= Primeval number =

Type of natural number in recreational number theory

In recreational number theory, a primeval number is a natural number n for which the number of prime numbers which can be obtained by permuting some or all of its digits (in base 10) is larger than the number of primes obtainable in the same way for any smaller natural number. Primeval numbers were first described by Mike Keith.

The first few primeval numbers are
1, 2, 13, 37, 107, 113, 137, 1013, 1037, 1079, 1237, 1367, 1379, 10079, 10123, 10136, 10139, 10237, 10279, 10367, 10379, 12379, 13679, ...
The number of primes that can be obtained from the primeval numbers is
0, 1, 3, 4, 5, 7, 11, 14, 19, 21, 26, 29, 31, 33, 35, 41, 53, 55, 60, 64, 89, 96, 106, ...
The largest number of primes that can be obtained from a primeval number with n digits is
1, 4, 11, 31, 106, 402, 1953, 10542, 64905, 362451, 2970505, ...
The smallest n-digit number to achieve this number of primes is
2, 37, 137, 1379, 13679, 123479, 1234679, 12345679, 102345679, 1123456789, 10123456789, ...

Primeval numbers can be composite.

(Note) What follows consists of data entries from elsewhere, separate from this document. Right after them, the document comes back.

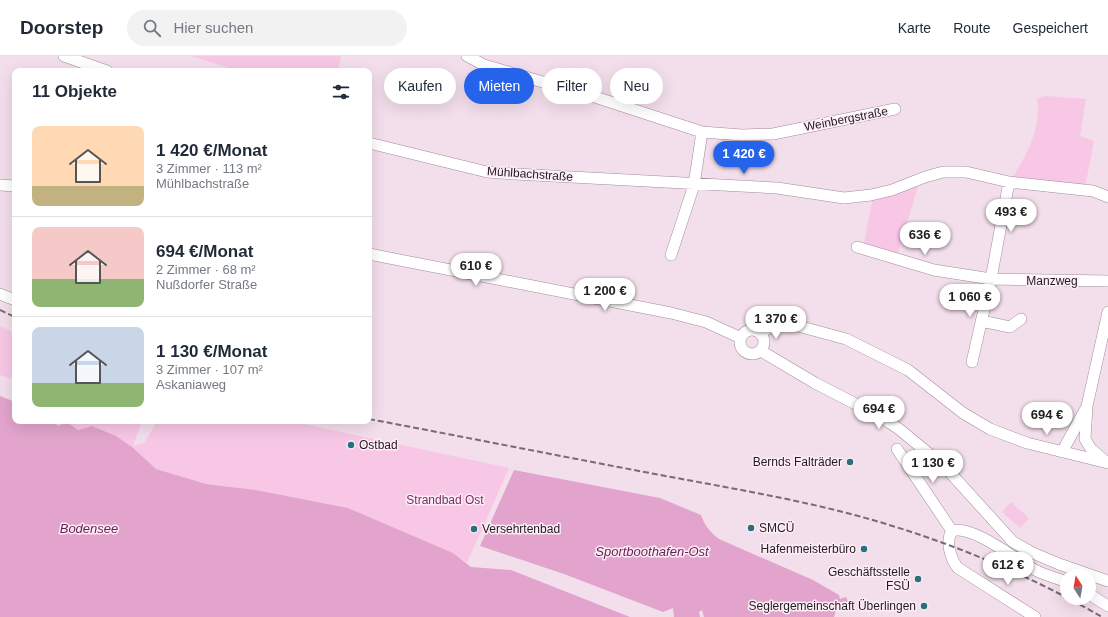 <!DOCTYPE html>
<html lang="de">
<meta charset="utf-8">
<style>
body{margin:0;font-family:Arial,sans-serif;background:#f2f2f3;color:#1f2937;height:100vh;display:flex;flex-direction:column;font-size:15px;white-space:nowrap}
*{box-sizing:border-box;margin:0}
p{font-size:13px;color:#747a83}
.icon{flex:none;width:22px;height:22px;fill:none;stroke:currentColor;stroke-width:2;stroke-linecap:round;stroke-linejoin:round}
.map{position:relative;flex:1;overflow:hidden}
.details{position:absolute;left:12px;top:12px;width:360px;height:356px;display:flex;flex-direction:column;background:#fff;border-radius:8px;box-shadow:0 4px 16px #0002}
.details>*{flex:none}
.hud{position:absolute;left:384px;top:12px;width:380px;height:36px;display:flex;gap:8px}
.needle{width:26px;rotate:349deg}
.fabs{position:absolute;left:1060px;top:513px;display:grid;gap:8px}
.fabs a{display:grid;place-items:center;width:36px;height:36px;border-radius:50%;background:#fff;box-shadow:0 4px 16px #0002;font-size:20px}
.price{position:absolute;translate:-50% -34px;padding:0 9px;border-radius:14px;background:#fff;color:#222;font-size:13px;line-height:26px;filter:drop-shadow(0 1px 2px #0008)}
.price::after{content:'';position:absolute;left:50%;top:24px;width:12px;height:9px;margin-left:-6px;background:inherit;clip-path:polygon(0 0,100% 0,50% 100%)}
.price.active{background:#2563eb;color:#fff}
ul{padding:0;list-style:none}
li{display:flex;align-items:center;gap:12px;height:100px;padding:0 20px}
li+li{border-top:1px solid #e0e1e3}
li span{display:grid;place-items:center;flex:none;width:112px;height:80px;border-radius:8px;color:#555}
li>.icon{margin-inline-start:auto}
span .icon{width:48px;height:48px;fill:#fffc;stroke-width:1}
li b{font-size:17px}
h2{display:flex;justify-content:space-between;align-items:center;height:48px;padding:0 20px;font-size:17px}
.pill{padding:0 14px;border-radius:18px;background:#fff;box-shadow:0 4px 16px #0002;font-size:14px;line-height:36px}
.pill.active{background:#2563eb;color:#fff}
header{display:flex;align-items:center;gap:24px;box-sizing:border-box;height:56px;padding:0 20px;background:#fff;border-bottom:1px solid #e0e1e3}
header strong{font-size:19px}
nav{display:flex;gap:22px;margin-inline-start:auto;font-size:14px}
.search{width:280px;height:36px;background:#f2f2f3;display:flex;align-items:center;gap:10px;box-sizing:border-box;padding:0 14px;border-radius:22px;color:#747a83;font-size:15px}
.map>svg:first-child{display:block}
</style>
<header>
<strong>Doorstep</strong>
<div class="search"><svg class="icon" aria-label="search" viewBox="0 0 24 24"><circle cx="10" cy="10" r="6"/><path d="M15 15l6 6"/></svg>Hier suchen</div>
<nav><a>Karte</a><a>Route</a><a>Gespeichert</a></nav>
</header>
<div class="map">
<svg width="1108" height="561" viewBox="0 0 1108 561">
<rect width="100%" height="100%" fill="#f3deeb"/>
<path fill="#f7c7e5" d="M191,0H341L338,15H239Z
M1045,40L1086,43L1080,80L1094,85L1085,131L1013,121C1027,98 1042,71 1037,43Z
M919,127L898,197L864,187L873,141Z
M0,270L15,277V324L0,319Z
M53,365H142L133,390L145,386L157,365H290L509,412L467,507L453,497L348,452L256,434L206,428L155,413L132,391L116,380L92,370L78,374L67,366L58,370Z
M1011,446L1029,462L1020,472L1002,456Z"/>
<path fill="#e2a4cc" d="M0,340L15,346V365H53L58,370L67,366L78,374L92,370L116,380L132,391L156,413L206,428L256,434L348,452L453,497L471,511L511,514L630,561H0Z
M514,414L660,442L701,459C705,470 710,476 719,483L813,524L839,539L840,543L846,541L848,546L836,555L834,561H704L702,554L699,556L700,561H674L673,552L663,556L564,518L480,490Z"/>
<g fill="none" stroke-linecap="round" stroke-linejoin="round">
<g stroke="#a08d99" stroke-width="12">
<path id="minor" d="M64,0L107,15
M467,0L484,9L595,41L702,76L694,129L671,199
M702,76L742,79L773,78L895,53
M369,87L487,116L515,118L777,132L844,142L871,139L892,134L925,121L943,116H966L1009,126L1093,135L1108,141
M0,129L15,130
M857,191L934,214L991,223L1108,225
M369,198L671,257L706,266L741,282
M0,238L15,244
M981,265L1010,271L1021,263
M740 286a12 12 0 1 1 24 0a12 12 0 1 1-24 0Z
M759,276L780,269L798,270L846,283L908,314L963,357L990,373L1027,387L1108,407
M761,295L815,327L881,361L899,373L945,411L1013,486L1033,497L1059,508L1108,525
M972,306L991,223L1009,126
M897,393L952,475
M1062,396L1085,354
M1105,405L1091,393L1085,383L1087,350L1108,256
M952,475C945,485 951,504 958,512L1035,561
M952,475C972,468 1016,504 1035,514C1045,519 1056,522 1067,526
M1089,538L1108,550"/>
</g>
<use href="#minor" stroke="#fff" stroke-width="11"/>
<path stroke="#776b73" stroke-width="2" stroke-dasharray="6 3" stroke-linecap="butt" d="M0,254L15,261
M369,363C464,381 560,400 655,418C729,432 804,444 876,465C955,488 1031,520 1102,561"/>
</g>
<g fill="#296f7d" stroke="#feedf7" stroke-width="1.5">
<circle cx="351" cy="389" r="4"/>
<circle cx="850" cy="406" r="4"/>
<circle cx="751" cy="472" r="4"/>
<circle cx="474" cy="473" r="4"/>
<circle cx="864" cy="493" r="4"/>
<circle cx="918" cy="523" r="4"/>
<circle cx="924" cy="550" r="4"/>
</g>
<g text-anchor="middle" dominant-baseline="central" stroke-width="3" stroke-linejoin="round" paint-order="stroke">
<g font-size="12" fill="#221b20" stroke="#feedf7">
<text transform="translate(846 63) rotate(-11)">Weinbergstraße</text>
<text transform="translate(530 118) rotate(4)">Mühlbachstraße</text>
<text x="1052" y="225">Manzweg</text>
</g>
<g font-size="12" fill="#221b20" stroke="#feedf7" text-anchor="end">
<text x="359" y="389" text-anchor="start">Ostbad</text>
<text x="842" y="406">Bernds Falträder</text>
<text x="759" y="472" text-anchor="start">SMCÜ</text>
<text x="482" y="473" text-anchor="start">Versehrtenbad</text>
<text x="856" y="493">Hafenmeisterbüro</text>
<text x="910" y="516">Geschäftsstelle<tspan x="910" dy="14">FSÜ</tspan></text>
<text x="916" y="550">Seglergemeinschaft Überlingen</text>
</g>
<g font-size="12" fill="#772e62" stroke="#feedf7">
<text x="445" y="444">Strandbad Ost</text>
</g>
<g font-size="13" font-style="italic" fill="#651e52" stroke="#feedf7">
<text x="89" y="472">Bodensee</text>
<text x="652" y="495">Sportboothafen-Ost</text>
</g>
</g>
</svg>
<div class="fabs">
<a><svg class="needle" viewBox="-14 -14 28 28"><path d="M0-13l5 13h-10z" fill="#e53935"/><path d="M0 13l5-13h-10z" fill="#747a83"/></svg></a>
</div>
<b class="price active" style="left:744px;top:119px">1 420 €</b>
<b class="price" style="left:1011px;top:177px">493 €</b>
<b class="price" style="left:925px;top:200px">636 €</b>
<b class="price" style="left:476px;top:231px">610 €</b>
<b class="price" style="left:605px;top:256px">1 200 €</b>
<b class="price" style="left:970px;top:262px">1 060 €</b>
<b class="price" style="left:776px;top:284px">1 370 €</b>
<b class="price" style="left:879px;top:374px">694 €</b>
<b class="price" style="left:1047px;top:380px">694 €</b>
<b class="price" style="left:933px;top:428px">1 130 €</b>
<b class="price" style="left:1008px;top:530px">612 €</b>
<div class="hud">
<a class="pill">Kaufen</a>
<a class="pill active">Mieten</a>
<a class="pill">Filter</a>
<a class="pill">Neu</a>
</div>
<section class="details">
<h2>11 Objekte<svg class="icon" aria-label="filters" viewBox="0 0 24 24"><path d="M4 7h16M4 17h16"/><circle cx="9" cy="7" r="2"/><circle cx="15" cy="17" r="2"/></svg></h2>
<ul>
<li><span style="background:linear-gradient(#ffd9b3 75%,#c2b280 0)"><svg class="icon" aria-label="home" viewBox="0 0 24 24"><path d="M3 11l9-7 9 7M6 9v11h12V9"/></svg></span><div><b>1 420 €/Monat</b><p>3 Zimmer · 113 m²</p><p>Mühlbachstraße</p></div></li>
<li><span style="background:linear-gradient(#f6c9c9 65%,#8fb573 0)"><svg class="icon" aria-label="home" viewBox="0 0 24 24"><path d="M3 11l9-7 9 7M6 9v11h12V9"/></svg></span><div><b>694 €/Monat</b><p>2 Zimmer · 68 m²</p><p>Nußdorfer Straße</p></div></li>
<li><span style="background:linear-gradient(#c9d6e8 70%,#8fb573 0)"><svg class="icon" aria-label="home" viewBox="0 0 24 24"><path d="M3 11l9-7 9 7M6 9v11h12V9"/></svg></span><div><b>1 130 €/Monat</b><p>3 Zimmer · 107 m²</p><p>Askaniaweg</p></div></li>
</ul>
</section>
</div>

The first is 1037 = 17×61. A Primeval prime is a primeval number which is also a prime number:
2, 13, 37, 107, 113, 137, 1013, 1237, 1367, 10079, 10139, 12379, 13679, 100279, 100379, 123479, 1001237, 1002347, 1003679, 1012379, ...

The following table shows the first seven primeval numbers with the obtainable primes and the number of them.

| Primeval number | Primes obtained | Number of primes |
|---|---|---|
| 1 |  | 0 |
| 2 | 2 | 1 |
| 13 | 3, 13, 31 | 3 |
| 37 | 3, 7, 37, 73 | 4 |
| 107 | 7, 17, 71, 107, 701 | 5 |
| 113 | 3, 11, 13, 31, 113, 131, 311 | 7 |
| 137 | 3, 7, 13, 17, 31, 37, 71, 73, 137, 173, 317 | 11 |

==Base 12==

In base 12, the primeval numbers are: (using inverted two and three for ten and eleven, respectively)
1, 2, 13, 15, 57, 115, 117, 125, 135, 157, 1017, 1057, 1157, 1257, 125Ɛ, 157Ɛ, 167Ɛ, ...

The number of primes that can be obtained from the primeval numbers is: (written in base 10)
0, 1, 2, 3, 4, 5, 6, 7, 8, 11, 12, 20, 23, 27, 29, 33, 35, ...

| Primeval number | Primes obtained | Number of primes (written in base 10) |
|---|---|---|
| 1 |  | 0 |
| 2 | 2 | 1 |
| 13 | 3, 31 | 2 |
| 15 | 5, 15, 51 | 3 |
| 57 | 5, 7, 57, 75 | 4 |
| 115 | 5, 11, 15, 51, 511 | 5 |
| 117 | 7, 11, 17, 117, 171, 711 | 6 |
| 125 | 2, 5, 15, 25, 51, 125, 251 | 7 |
| 135 | 3, 5, 15, 31, 35, 51, 315, 531 | 8 |
| 157 | 5, 7, 15, 17, 51, 57, 75, 157, 175, 517, 751 | 11 |

Note that 13, 115 and 135 are composite: 13 = 3×5, 115 = 7×1Ɛ, and 135 = 5×31.